You can then determine the optimal k clusters by using something called the elbow method. You want to find the point of diminishing returns when selecting a range of clusters. You can do this by plotting the number of clusters on the X-axis and the inertia (within-cluster sum-of-squares criterion) on the Y-axis. You then select k for which you find a bend:
import seaborn as sns
import matplotlib.pyplot as plt
from sklearn.cluster import KMeans
scores = [KMeans(n_clusters=i+2).fit(df).inertia_
for i in range(10)]
sns.lineplot(np.arange(2, 12), scores)
plt.xlabel('Number of clusters')
plt.ylabel("Inertia")
plt.title("Inertia of k-Means versus number of clusters")
You can see the bend at the orange square. Thus, we selected k=4 clusters to be generated using k-Means.
One thing to note, since k-Means typically uses Euclidean distance to calculate the distances it does not work well with high dimensional data sets due to the curse of dimensionality. This curse, in part, states that Euclidean distances at high dimensionality have very little meaning since they are often very close together.
The data that we use is somewhat high dimensional since we have 27 features.
A solution would be to use the Cosine distance which works better in high dimensional space. Since Cosine distance and Euclidean distance are connected linearly for normalized vectors we can simply normalize our data.
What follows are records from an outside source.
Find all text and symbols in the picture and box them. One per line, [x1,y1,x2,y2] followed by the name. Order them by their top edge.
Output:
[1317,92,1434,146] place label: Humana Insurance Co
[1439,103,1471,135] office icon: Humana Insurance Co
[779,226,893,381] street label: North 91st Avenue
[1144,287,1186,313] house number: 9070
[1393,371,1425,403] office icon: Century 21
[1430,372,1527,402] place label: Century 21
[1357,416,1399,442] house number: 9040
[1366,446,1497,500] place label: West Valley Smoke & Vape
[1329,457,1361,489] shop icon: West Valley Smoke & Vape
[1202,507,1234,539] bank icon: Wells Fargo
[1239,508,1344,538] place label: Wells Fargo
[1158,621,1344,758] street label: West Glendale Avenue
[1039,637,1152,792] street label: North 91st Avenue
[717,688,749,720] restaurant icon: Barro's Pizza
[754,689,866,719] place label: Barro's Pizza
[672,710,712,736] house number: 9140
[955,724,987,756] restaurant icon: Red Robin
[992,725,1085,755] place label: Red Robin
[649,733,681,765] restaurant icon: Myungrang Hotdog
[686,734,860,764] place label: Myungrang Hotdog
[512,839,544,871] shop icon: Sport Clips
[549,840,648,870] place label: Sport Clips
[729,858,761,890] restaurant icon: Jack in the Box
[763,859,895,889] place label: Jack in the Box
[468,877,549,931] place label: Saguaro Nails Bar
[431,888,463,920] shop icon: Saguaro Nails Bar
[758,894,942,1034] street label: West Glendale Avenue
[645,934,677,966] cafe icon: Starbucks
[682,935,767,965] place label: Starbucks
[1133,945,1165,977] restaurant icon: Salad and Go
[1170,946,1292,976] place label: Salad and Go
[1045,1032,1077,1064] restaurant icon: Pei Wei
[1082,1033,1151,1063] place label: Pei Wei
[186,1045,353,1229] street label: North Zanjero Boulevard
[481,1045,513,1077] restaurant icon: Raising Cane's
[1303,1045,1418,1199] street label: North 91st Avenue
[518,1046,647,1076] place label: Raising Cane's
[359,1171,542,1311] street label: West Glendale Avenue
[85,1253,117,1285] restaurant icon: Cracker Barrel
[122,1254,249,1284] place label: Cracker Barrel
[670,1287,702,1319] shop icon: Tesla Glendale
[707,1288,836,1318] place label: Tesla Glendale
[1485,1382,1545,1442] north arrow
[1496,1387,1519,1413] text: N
from sklearn import preprocessing
normalized_vectors = preprocessing.normalize(df)
scores = [KMeans(n_clusters=i+2).fit(normalized_vectors).inertia_
for i in range(10)]
sns.lineplot(np.arange(2, 12), scores)
plt.xlabel('Number of clusters')
plt.ylabel("Inertia")
plt.title("Inertia of Cosine k-Means versus number of clusters")
plt.savefig("intertia_cosine_kmeans.jpg", dpi=300)
k-Means can be computationally quite expensive. Faster alternatives to this method are MiniBatchKMeans and BIRCH. Both methods are quicker to generate clusters, but the quality of those clusters are typically less than those generated by k-Means.
DBSCAN
Clustering can also be done based on the density of data points. One example is Density-Based Spatial Clustering of Applications with Noise (DBSCAN) which clusters data points if they are sufficiently dense. DBSCAN identifies clusters and expands them by scanning neighborhoods. If it cannot find any points to add it simply moves on to a new point hoping it will find a new cluster. Any points that lack enough neighbors to be clustered are classified as noise:
The difference with k-means is that DBSCAN does not require you to specify the number of clusters. The two main parameters for DBSCAN are the minimum number of points that constitute a cluster (minPts
) and the size of the neighborhood (eps
).
You typically do not want minPts
to be very small as clusters from noise will be generated. As a rule of thumb, it is best to set minPts
to at least the number of features in your data. eps
is a bit more difficult to optimize and could require a k-distance graph to find the right value. Using small values is often preferred.
An alternative to DBSCAN is OPTICS, which has a similar performance to DBSCAN but does not explicitly need to set eps.
Evaluating Clusters
Next step is to perform the actual clustering and try to interpret both the quality of the clusters as well as its content.
Silhouette Score
To start evaluating clusters you first need to understand the things that make a good cluster. Although many definitions and methods exist for evaluating clusters, one of the most frequently used methods is calculating something called the Silhouette score.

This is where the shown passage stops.